Tied pubs - pubs code consultation: workshops with tenants

This provides a summary of two workshops with tenants to seek their views on the Scottish Pubs Code for tied pubs and to understand how it might impact on them.


10. Conclusions

Tenants have high hopes for the Scottish Pubs Code. They believe it has the potential to be transformative for the industry, driving investment, quality of tenants, recruitment, long-term careers, bolstering its status as a profession and rebalancing the relationship between tenants and pub-owning companies.

The MRO lease obligation was seen as the key tool in rebalancing that relationship from which all the other benefits would flow. Respondents felt it would give them real leverage in negotiations with the pub-owning company, forcing them to bring better deals to the table. This was the aspect of the Code that tenants most wanted to talk about. Getting it right is in their view absolutely crucial to ensuring the Tied Pubs Act fulfils its promise. In the short term, firming up how the MRO lease obligation will work in practice was also a priority, in order to end the current period of damaging uncertainty in the industry.

It should be noted, however, that the most enthusiastic supporters of MRO leases in the workshops were small operators already on FRI leases. The multiple operators were more conscious of the pitfalls of MRO leases for inexperienced operators especially and warned they would not be a panacea.

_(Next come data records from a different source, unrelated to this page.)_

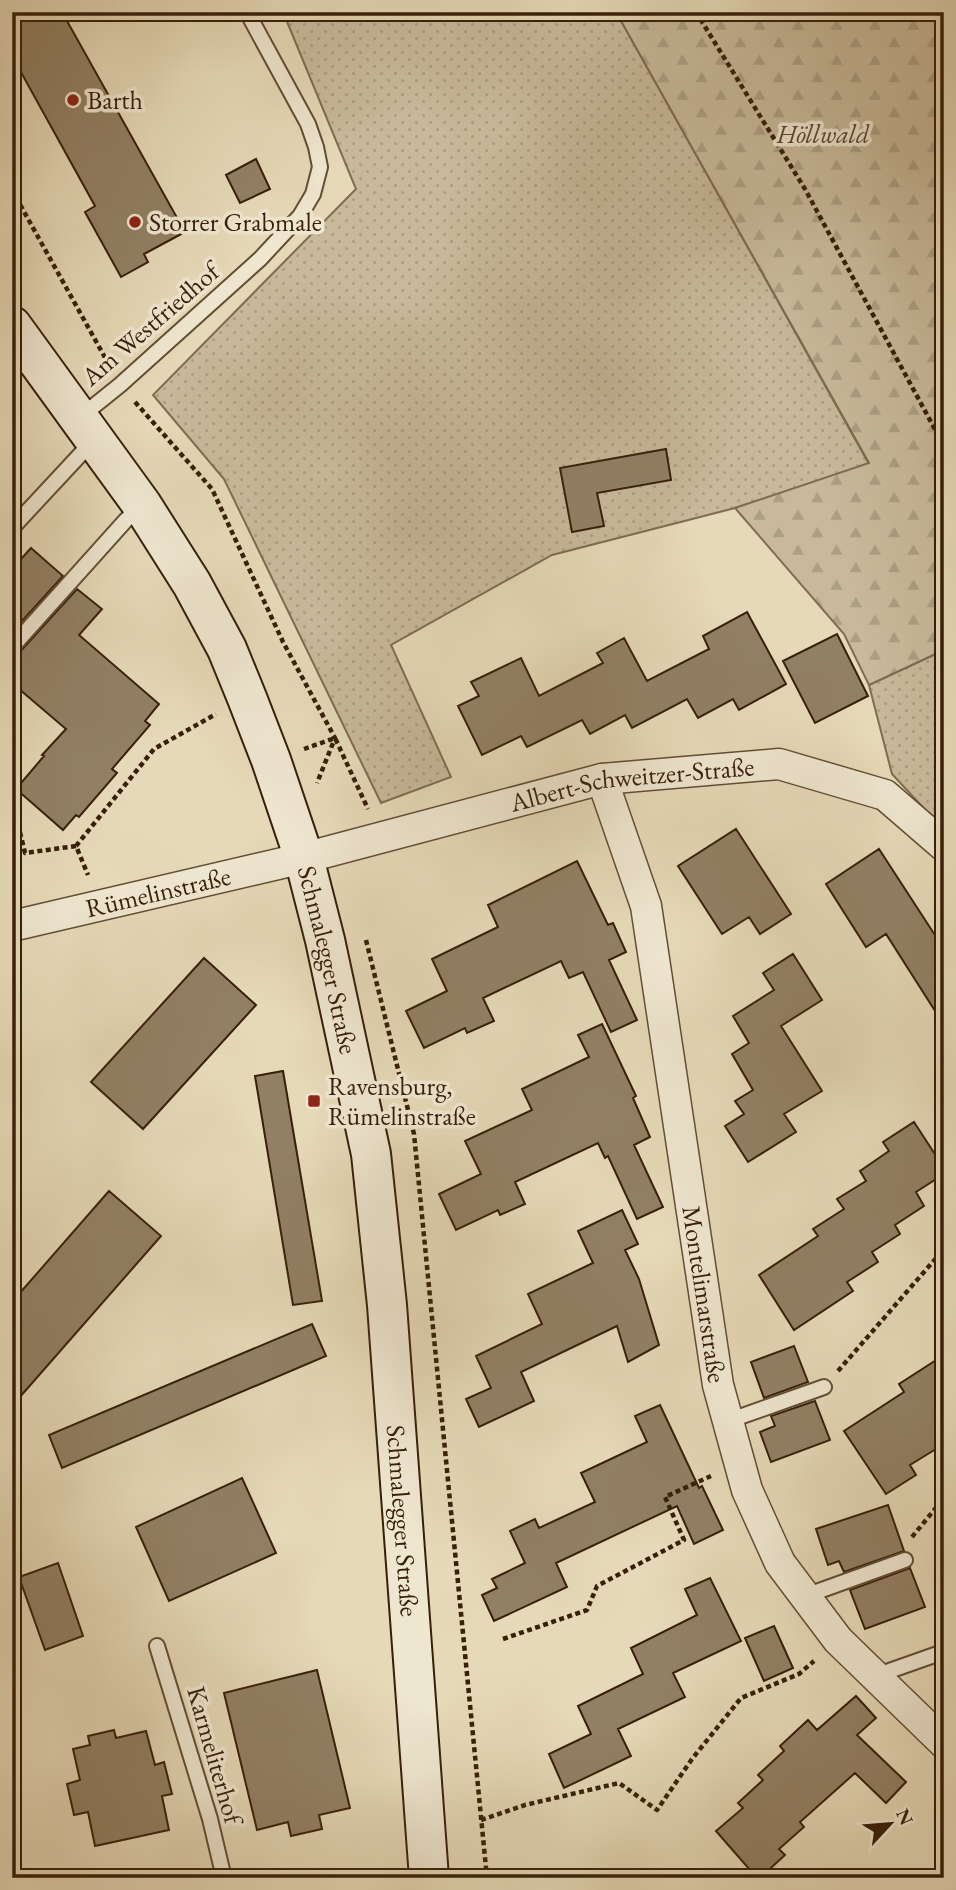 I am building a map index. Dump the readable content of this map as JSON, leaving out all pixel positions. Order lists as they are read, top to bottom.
{
  "streets": {
    "street": [
      "Albert-Schweitzer-Straße",
      "Rümelinstraße",
      "Schmalegger Straße",
      "Montelimarstraße"
    ],
    "lane": ["Am Westfriedhof", "Karmeliterhof"]
  },
  "crossings": [
    ["Am Westfriedhof", "Schmalegger Straße"],
    ["Albert-Schweitzer-Straße", "Rümelinstraße"],
    ["Albert-Schweitzer-Straße", "Schmalegger Straße"],
    ["Albert-Schweitzer-Straße", "Montelimarstraße"],
    ["Rümelinstraße", "Schmalegger Straße"]
  ],
  "parks": ["Höllwald"],
  "places": {
    "other": ["Barth", "Storrer Grabmale"],
    "transit": ["Ravensburg, Rümelinstraße"]
  },
  "north": "top right"
} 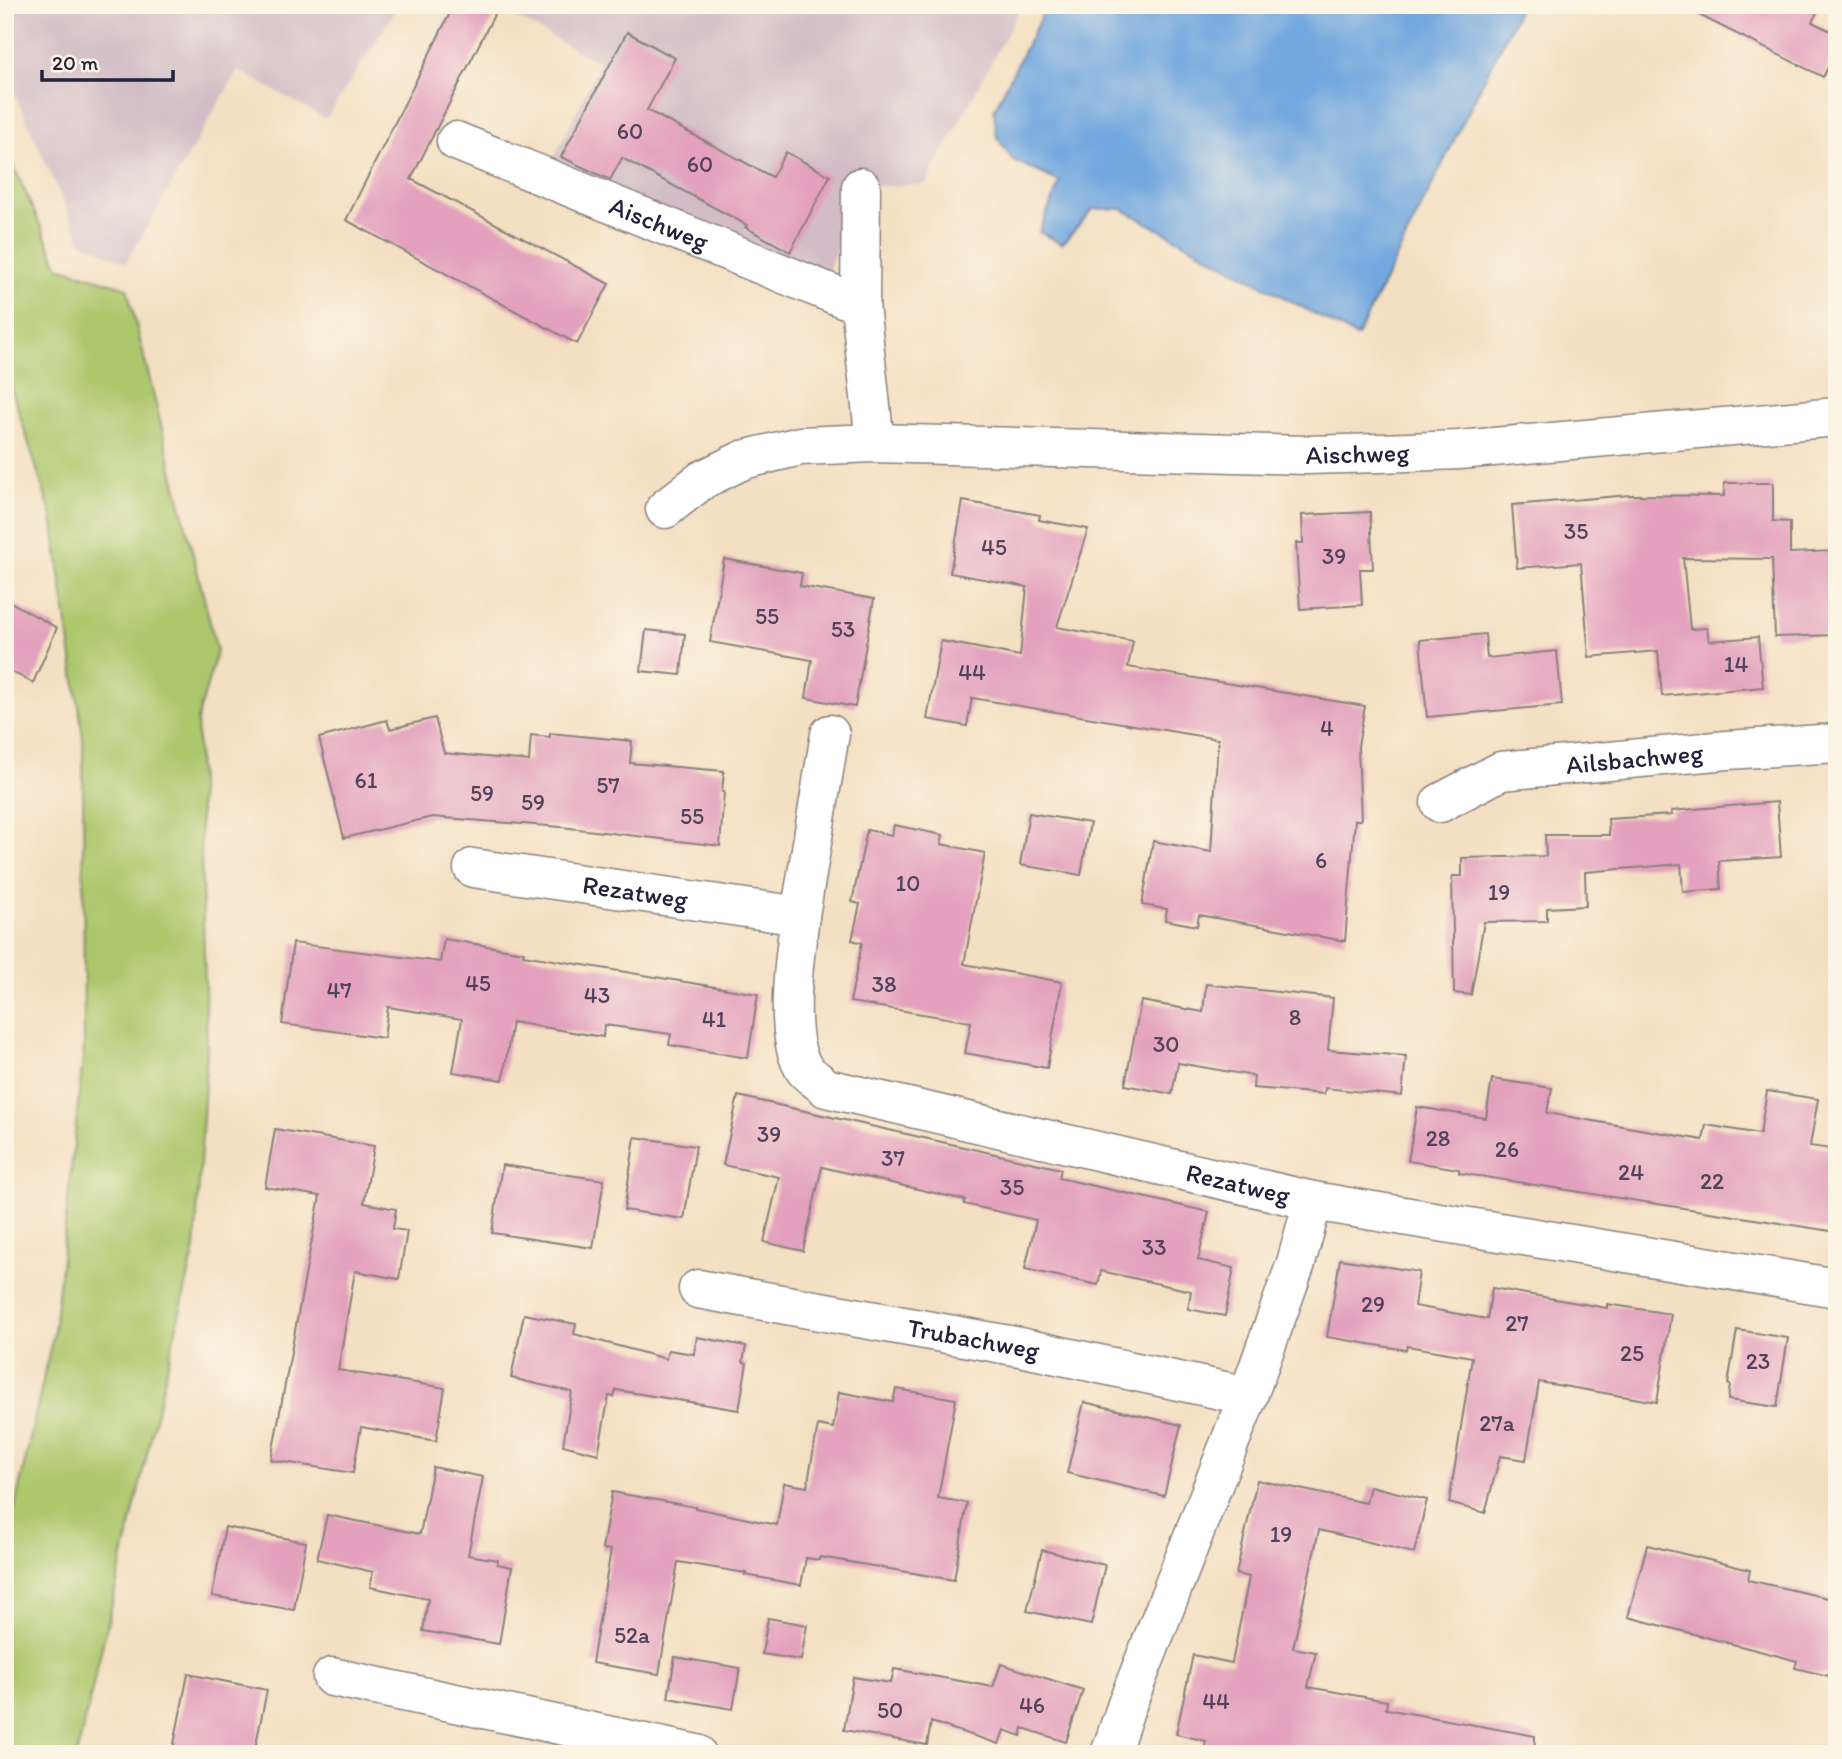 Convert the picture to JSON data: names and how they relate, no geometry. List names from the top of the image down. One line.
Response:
{"streets":{"street":["Aischweg","Ailsbachweg","Rezatweg","Trubachweg"]},"house_numbers":["60","60","35","45","39","55","53","14","44","4","61","57","59","59","55","6","10","19","45","38","47","43","8","41","30","39","28","26","37","24","22","35","33","29","27","25","23","27a","19","52a","44","46","50"],"scale_bar":"20 m"} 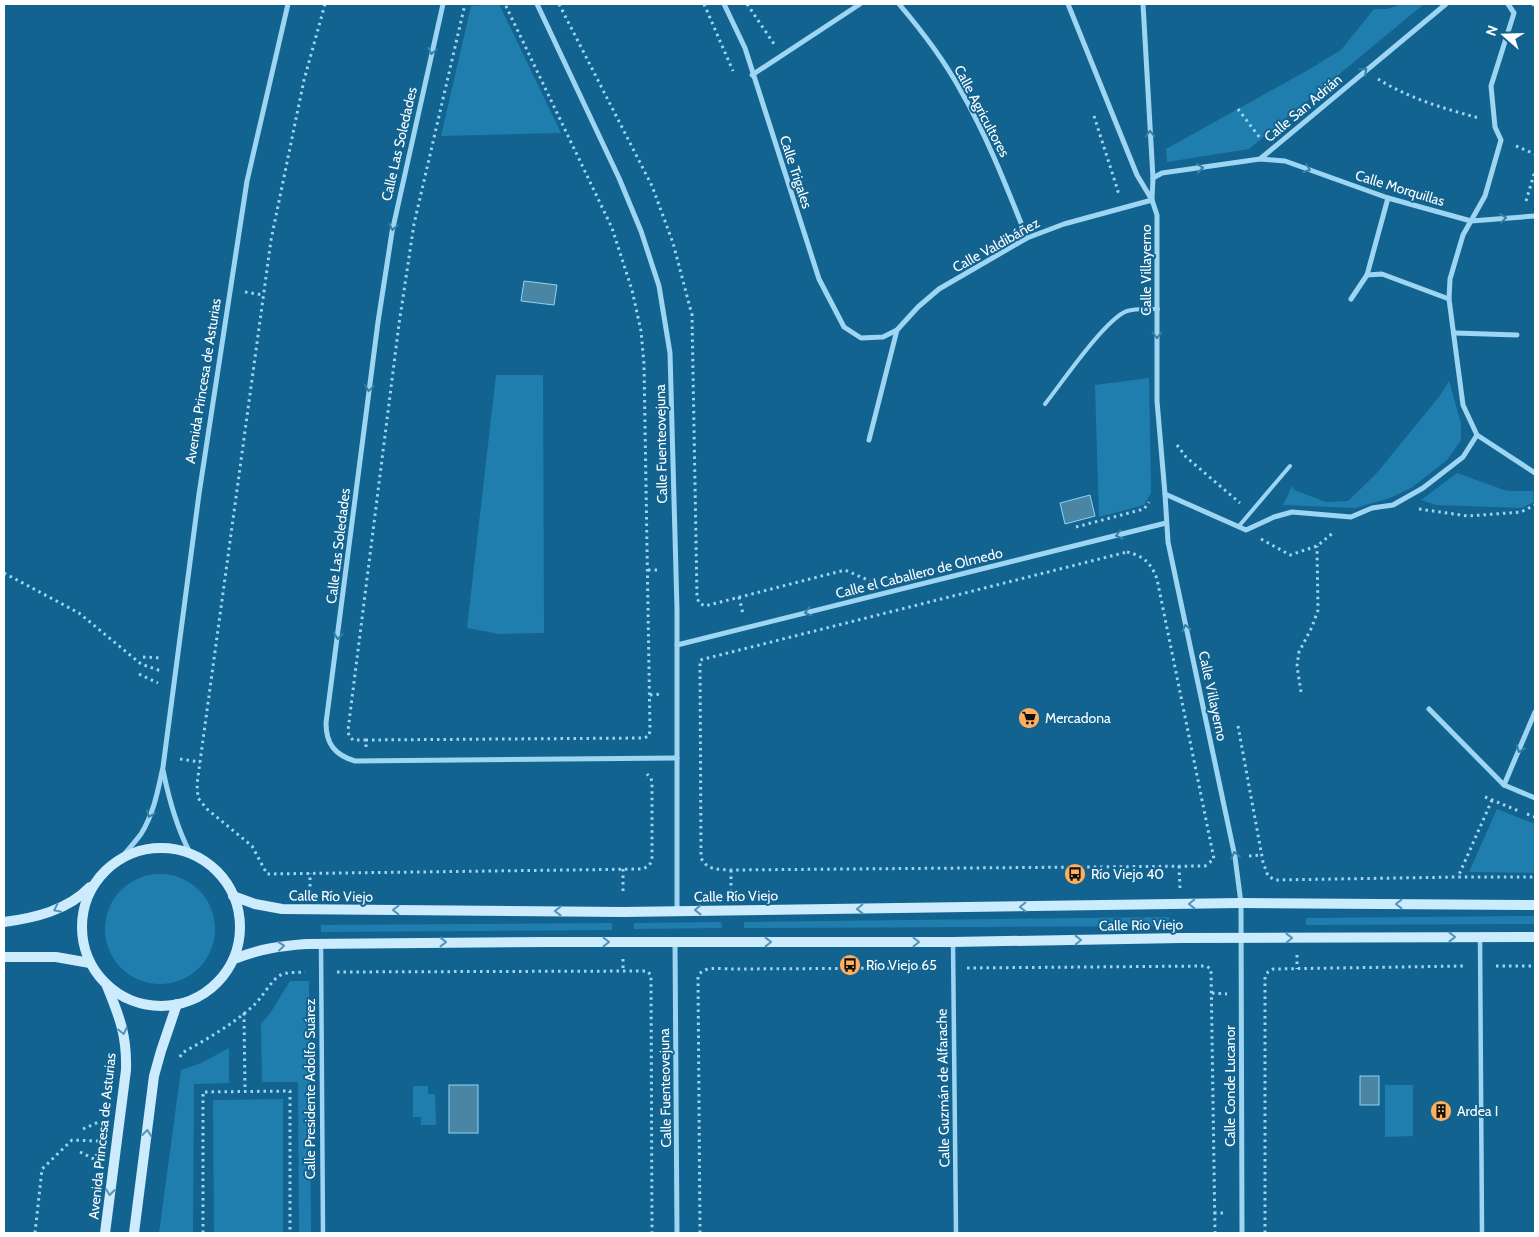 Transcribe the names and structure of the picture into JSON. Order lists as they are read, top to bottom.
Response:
{
  "streets": {
    "main road": ["Avenida Princesa de Asturias", "Calle Río Viejo"],
    "street": [
      "Calle San Adrián",
      "Calle Agricultores",
      "Calle Las Soledades",
      "Calle Trigales",
      "Calle Morquillas",
      "Calle Valdibáñez",
      "Calle Villayerno",
      "Calle Fuenteovejuna",
      "Calle el Caballero de Olmedo",
      "Calle Conde Lucanor",
      "Calle Guzmán de Alfarache",
      "Calle Presidente Adolfo Suárez"
    ]
  },
  "crossings": [
    ["Calle San Adrián", "Calle Morquillas"],
    ["Calle Agricultores", "Calle Valdibáñez"],
    ["Calle Las Soledades", "Calle Fuenteovejuna"],
    ["Calle Trigales", "Calle Valdibáñez"],
    ["Calle Valdibáñez", "Calle Villayerno"],
    ["Calle Villayerno", "Calle el Caballero de Olmedo"],
    ["Calle Villayerno", "Calle Río Viejo"],
    ["Avenida Princesa de Asturias", "Calle Río Viejo"],
    ["Calle Fuenteovejuna", "Calle el Caballero de Olmedo"],
    ["Calle Fuenteovejuna", "Calle Río Viejo"],
    ["Calle Río Viejo", "Calle Conde Lucanor"],
    ["Calle Río Viejo", "Calle Guzmán de Alfarache"],
    ["Calle Río Viejo", "Calle Presidente Adolfo Suárez"]
  ],
  "one_way": [
    "Calle San Adrián",
    "Calle Las Soledades",
    "Calle Morquillas",
    "Calle el Caballero de Olmedo"
  ],
  "places": {
    "supermarket": ["Mercadona"],
    "bus stop": ["Río Viejo 40", "Río Viejo 65"],
    "building": ["Ardea I"]
  },
  "north": "left"
}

Relationships with pub-owning companies have suffered in recent times. Larger multiple operators blamed uncertainty over the new Scottish Pubs Code, in particular the MRO lease obligation, for fuelling the decline in relationships. They reported a reluctance amongst pub-owning companies to offer new tenancies, a preference for offering short tenancies, and even tenancies being withdrawn. Smaller operators took a more cynical view that pub-owning companies were using the Tied Pubs Bill as an excuse to tilt relationships in their favour and hold back on spending.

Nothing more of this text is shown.